Moments later, more alerts roll in. Alex’s pulse quickens. This isn’t a blip—it’s an attack. A deep dive reveals the breach: sensitive data has been accessed through a compromised VPN used by remote employees. Emails, files, even calendars—everything is exposed.

“Boss, we’ve got a problem,” Alex calls out, heart pounding. Within minutes, staff are ordered to halt all remote work. Emails go out with dire warnings: “If you’ve used the VPN since December 20, 2023, assume your data is compromised.”

This scenario is fictional, but the breach is not. Global Affairs Canada (GAC) was hacked through a compromised VPN, joining the ranks of countless organizations that have suffered similar fates.

The problem isn’t VPNs as a technology—it’s how they’re deployed.
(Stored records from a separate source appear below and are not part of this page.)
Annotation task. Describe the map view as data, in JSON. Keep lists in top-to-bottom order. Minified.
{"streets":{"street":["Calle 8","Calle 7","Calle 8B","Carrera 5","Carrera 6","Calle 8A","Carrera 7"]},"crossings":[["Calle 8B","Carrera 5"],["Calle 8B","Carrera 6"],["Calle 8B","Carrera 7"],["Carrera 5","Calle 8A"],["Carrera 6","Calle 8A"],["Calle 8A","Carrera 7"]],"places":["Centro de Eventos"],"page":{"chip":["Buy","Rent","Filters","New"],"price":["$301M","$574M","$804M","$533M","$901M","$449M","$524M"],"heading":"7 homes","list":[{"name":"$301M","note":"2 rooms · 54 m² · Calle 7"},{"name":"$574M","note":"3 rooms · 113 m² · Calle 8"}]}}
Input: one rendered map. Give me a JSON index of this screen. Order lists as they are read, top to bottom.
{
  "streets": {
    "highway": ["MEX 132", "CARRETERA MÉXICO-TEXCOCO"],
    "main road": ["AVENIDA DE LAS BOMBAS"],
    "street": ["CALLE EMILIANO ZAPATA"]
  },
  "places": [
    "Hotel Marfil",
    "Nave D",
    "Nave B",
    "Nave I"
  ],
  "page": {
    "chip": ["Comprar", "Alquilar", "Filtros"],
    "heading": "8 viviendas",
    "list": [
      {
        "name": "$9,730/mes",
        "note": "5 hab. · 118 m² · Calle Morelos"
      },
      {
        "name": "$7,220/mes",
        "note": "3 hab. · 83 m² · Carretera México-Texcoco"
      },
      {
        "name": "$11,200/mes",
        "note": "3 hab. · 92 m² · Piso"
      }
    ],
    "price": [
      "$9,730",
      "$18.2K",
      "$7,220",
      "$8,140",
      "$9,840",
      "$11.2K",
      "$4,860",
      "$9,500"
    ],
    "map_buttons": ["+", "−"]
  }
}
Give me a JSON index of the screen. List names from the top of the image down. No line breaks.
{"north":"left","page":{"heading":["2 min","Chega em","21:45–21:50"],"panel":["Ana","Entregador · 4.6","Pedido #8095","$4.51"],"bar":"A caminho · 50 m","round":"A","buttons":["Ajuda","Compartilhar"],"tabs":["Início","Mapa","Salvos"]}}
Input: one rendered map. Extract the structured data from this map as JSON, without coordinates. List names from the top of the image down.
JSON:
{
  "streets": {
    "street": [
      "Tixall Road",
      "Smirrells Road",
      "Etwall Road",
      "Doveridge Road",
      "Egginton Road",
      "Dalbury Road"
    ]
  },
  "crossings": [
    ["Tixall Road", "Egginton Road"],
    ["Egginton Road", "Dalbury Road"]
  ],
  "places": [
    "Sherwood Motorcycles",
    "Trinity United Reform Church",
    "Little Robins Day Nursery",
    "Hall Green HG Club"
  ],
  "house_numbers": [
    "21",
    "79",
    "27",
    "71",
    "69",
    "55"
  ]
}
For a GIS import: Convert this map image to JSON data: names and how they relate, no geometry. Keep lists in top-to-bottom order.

VPNs are often easily configured wrongly to grant broad, unrestricted access to anyone with credentials. But if credentials can be stolen, copied, or shared, how can we trust the person or device connecting through the VPN?

Introducing MASQUE Relays: A Modern Alternative to VPNs

VPNs have long been the default solution for remote enterprise access, but as the stakes rise and threats evolve, they’re starting to show their age. MASQUE (Multiplexed Application Substrate over QUIC Encryption) is a modern application-layer standard that takes a fresh approach to securing traffic.

Defined in RFC9298, MASQUE combines the HTTP/3 and QUIC protocols to efficiently tunnel TCP and UDP traffic.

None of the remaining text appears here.